Bloomberg, Jan 25, 2017
China’s economy may be expanding by its slowest pace since 1990, but its increase in output in 2016 alone was still enough to add an economy the size of Indonesia and bigger than the Netherlands, Turkey, Switzerland and Saudi Arabia.
Put another way, the additional value created by China through last year was the equivalent of a medium sized G-20 economy.
China’s gross domestic product added 5.5 trillion yuan last year, or $823 billion if converted to dollars using last year’s average exchange rate, according to Bloomberg calculations based on World’s Bank statistics and China government data released last week.
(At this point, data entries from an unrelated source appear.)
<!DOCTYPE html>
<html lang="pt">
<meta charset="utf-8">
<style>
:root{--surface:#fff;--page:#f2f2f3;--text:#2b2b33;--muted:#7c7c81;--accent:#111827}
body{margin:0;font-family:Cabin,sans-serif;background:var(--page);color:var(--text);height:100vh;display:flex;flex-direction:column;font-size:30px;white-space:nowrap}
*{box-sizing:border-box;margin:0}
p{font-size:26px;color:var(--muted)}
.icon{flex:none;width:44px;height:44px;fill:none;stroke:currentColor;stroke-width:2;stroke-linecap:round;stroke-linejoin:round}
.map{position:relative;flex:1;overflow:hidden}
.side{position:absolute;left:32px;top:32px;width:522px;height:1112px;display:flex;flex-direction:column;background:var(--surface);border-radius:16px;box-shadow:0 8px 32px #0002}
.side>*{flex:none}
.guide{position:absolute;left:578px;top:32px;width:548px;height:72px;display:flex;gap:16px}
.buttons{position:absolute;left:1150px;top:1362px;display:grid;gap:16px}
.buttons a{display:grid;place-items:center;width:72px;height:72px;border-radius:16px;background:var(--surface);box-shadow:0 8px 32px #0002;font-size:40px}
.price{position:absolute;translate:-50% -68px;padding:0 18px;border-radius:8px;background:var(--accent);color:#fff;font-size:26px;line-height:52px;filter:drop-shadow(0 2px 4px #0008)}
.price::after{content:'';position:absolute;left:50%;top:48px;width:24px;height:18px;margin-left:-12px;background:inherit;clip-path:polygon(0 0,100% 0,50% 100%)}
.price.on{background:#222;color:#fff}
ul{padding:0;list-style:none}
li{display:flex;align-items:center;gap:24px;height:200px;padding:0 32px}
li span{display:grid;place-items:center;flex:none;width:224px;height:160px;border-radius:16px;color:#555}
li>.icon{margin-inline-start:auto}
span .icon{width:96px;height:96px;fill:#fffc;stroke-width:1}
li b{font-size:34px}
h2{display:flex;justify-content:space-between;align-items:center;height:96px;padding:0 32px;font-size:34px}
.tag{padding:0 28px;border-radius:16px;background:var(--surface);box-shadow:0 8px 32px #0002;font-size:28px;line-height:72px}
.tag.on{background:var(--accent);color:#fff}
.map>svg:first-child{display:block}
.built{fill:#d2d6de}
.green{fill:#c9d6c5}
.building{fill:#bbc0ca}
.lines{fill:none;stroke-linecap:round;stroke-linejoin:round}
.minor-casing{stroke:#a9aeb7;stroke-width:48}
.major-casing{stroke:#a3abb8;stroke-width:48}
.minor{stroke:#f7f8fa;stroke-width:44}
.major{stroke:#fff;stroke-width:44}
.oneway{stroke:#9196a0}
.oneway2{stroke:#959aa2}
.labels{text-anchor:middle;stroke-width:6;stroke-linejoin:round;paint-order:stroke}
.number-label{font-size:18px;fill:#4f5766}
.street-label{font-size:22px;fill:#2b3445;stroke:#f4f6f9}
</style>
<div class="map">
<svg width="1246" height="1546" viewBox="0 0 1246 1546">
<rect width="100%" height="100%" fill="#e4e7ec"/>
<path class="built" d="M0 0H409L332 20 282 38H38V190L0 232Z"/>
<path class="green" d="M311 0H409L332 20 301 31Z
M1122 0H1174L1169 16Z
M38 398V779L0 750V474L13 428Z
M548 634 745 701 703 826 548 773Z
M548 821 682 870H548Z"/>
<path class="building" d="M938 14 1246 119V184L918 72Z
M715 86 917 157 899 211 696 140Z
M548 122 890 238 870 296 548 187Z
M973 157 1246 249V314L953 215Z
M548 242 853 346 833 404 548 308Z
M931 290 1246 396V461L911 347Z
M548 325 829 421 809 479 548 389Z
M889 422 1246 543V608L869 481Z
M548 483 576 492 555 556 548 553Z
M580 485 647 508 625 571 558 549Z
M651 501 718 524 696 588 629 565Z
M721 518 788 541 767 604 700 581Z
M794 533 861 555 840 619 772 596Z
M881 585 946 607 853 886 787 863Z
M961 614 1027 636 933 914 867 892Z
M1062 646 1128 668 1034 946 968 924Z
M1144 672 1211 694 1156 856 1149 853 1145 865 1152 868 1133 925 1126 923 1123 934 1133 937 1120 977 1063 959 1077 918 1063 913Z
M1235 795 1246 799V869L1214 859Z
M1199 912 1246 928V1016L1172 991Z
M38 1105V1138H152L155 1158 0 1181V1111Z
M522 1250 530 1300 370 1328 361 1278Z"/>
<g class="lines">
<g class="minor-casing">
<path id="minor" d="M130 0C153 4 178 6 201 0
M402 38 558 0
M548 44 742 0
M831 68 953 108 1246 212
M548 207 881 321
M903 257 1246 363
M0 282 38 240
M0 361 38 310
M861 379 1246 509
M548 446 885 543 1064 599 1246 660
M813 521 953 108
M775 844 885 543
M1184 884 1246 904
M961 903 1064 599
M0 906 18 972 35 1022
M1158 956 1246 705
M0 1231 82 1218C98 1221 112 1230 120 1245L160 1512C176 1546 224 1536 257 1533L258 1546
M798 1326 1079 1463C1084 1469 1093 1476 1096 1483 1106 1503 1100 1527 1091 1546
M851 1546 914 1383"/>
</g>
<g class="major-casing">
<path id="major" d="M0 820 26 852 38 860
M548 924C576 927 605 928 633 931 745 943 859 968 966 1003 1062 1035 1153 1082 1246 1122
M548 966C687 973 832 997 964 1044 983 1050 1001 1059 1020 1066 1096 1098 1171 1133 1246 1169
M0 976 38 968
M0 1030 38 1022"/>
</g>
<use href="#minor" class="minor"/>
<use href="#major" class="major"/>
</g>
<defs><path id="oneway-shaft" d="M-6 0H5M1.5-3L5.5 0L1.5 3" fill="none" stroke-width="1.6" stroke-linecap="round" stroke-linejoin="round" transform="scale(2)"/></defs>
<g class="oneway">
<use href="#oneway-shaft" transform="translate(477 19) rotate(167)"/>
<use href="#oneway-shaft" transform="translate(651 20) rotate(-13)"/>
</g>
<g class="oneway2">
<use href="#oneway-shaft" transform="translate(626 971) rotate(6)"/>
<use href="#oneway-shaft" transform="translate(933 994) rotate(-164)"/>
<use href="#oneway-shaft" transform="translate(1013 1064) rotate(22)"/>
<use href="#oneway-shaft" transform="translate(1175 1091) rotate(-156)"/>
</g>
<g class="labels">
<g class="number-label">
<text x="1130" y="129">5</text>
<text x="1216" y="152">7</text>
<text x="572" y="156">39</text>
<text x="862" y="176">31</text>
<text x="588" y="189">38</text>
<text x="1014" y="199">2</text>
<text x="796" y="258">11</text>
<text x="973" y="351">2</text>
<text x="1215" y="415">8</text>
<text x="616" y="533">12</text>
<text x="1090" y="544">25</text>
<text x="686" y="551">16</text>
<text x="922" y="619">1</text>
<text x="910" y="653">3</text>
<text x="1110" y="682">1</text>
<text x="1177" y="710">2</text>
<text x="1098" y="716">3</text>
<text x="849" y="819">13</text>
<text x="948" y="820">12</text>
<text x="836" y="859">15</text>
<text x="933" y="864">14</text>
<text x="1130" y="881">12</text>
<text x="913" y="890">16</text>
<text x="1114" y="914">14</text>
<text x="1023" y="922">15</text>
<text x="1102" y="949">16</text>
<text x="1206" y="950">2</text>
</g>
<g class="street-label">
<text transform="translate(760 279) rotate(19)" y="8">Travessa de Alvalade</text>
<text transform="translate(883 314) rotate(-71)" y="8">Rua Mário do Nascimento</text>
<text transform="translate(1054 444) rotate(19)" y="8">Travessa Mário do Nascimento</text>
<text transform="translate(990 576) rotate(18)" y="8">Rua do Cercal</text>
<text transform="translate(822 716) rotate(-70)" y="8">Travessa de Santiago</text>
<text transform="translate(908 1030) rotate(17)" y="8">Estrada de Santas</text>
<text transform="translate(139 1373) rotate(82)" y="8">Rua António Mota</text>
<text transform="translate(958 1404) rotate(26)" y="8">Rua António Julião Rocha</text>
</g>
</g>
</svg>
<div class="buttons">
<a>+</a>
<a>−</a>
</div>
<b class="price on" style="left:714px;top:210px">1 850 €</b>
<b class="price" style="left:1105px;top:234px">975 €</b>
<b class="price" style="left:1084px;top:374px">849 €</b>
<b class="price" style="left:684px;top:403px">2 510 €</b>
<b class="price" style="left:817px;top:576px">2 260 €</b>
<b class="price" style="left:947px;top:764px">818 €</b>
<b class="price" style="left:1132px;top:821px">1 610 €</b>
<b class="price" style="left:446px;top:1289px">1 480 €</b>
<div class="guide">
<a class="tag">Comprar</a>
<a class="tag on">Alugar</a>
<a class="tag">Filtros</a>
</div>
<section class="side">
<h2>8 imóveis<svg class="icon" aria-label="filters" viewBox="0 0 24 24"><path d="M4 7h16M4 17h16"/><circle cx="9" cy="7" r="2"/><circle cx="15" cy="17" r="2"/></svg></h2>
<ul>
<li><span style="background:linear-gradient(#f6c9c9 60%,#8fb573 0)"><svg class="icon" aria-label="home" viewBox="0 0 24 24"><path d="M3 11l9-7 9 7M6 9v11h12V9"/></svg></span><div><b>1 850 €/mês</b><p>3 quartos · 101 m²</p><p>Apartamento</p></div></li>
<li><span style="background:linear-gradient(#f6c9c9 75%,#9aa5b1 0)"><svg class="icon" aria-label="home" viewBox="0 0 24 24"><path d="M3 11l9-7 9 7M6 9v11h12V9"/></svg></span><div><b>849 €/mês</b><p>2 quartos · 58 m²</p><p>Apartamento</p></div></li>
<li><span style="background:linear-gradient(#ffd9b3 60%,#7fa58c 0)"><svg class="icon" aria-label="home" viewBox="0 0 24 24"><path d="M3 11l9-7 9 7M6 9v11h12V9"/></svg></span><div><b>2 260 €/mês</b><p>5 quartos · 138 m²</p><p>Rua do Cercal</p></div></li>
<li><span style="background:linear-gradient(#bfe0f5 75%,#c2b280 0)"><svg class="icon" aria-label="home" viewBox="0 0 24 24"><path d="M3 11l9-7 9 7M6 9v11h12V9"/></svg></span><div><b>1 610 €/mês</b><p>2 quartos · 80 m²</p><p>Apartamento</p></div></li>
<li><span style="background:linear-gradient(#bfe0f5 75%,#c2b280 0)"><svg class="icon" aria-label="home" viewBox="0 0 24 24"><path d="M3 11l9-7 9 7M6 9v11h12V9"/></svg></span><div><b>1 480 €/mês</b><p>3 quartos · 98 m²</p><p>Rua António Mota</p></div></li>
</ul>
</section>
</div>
A look around China’s provinces puts the performance in perspective. Hebei, an old rust-belt region on the front lines of government plans to shutter coal and steel factories bloated with excess capacity, grew by 6.8 percent, even after hundreds of plants were closed. That output alone, about $480 billion, is roughly the size of Poland’s economy.
Such massive scale is a reminder of the risks involved should U.S. President Donald Trump pursue policies that lead to a trade war with the world’s largest trading nation, which also is the largest contributor to global growth. The White House has been quiet on China since power transitioned Friday, but Trump has tapped several economic and diplomatic critics of the country to serve in his administration.
China dodged a widely predicted hard landing in 2016 as consumption held up and services continue to outpace the old manufacturing sector. The economy grew by 6.7 percent–comfortably within the government’s 6.5 percent to 7.0 percent target range.
To be sure, that relatively robust growth is coming at a cost of surging debt on the back of massive government stimulus. Outstanding credit has likely risen to 264 percent of GDP, according to Bloomberg Intelligence, with much of the borrowing conducted over the past decade–a pace that worries analysts and the International Monetary Fund.
Besides, China’s economy is not out of the woods. Sentiment towards the currency remains fragile and if Trump delivers on his promise of punitive tariffs, economists say the trade tensions could spark a major growth shock.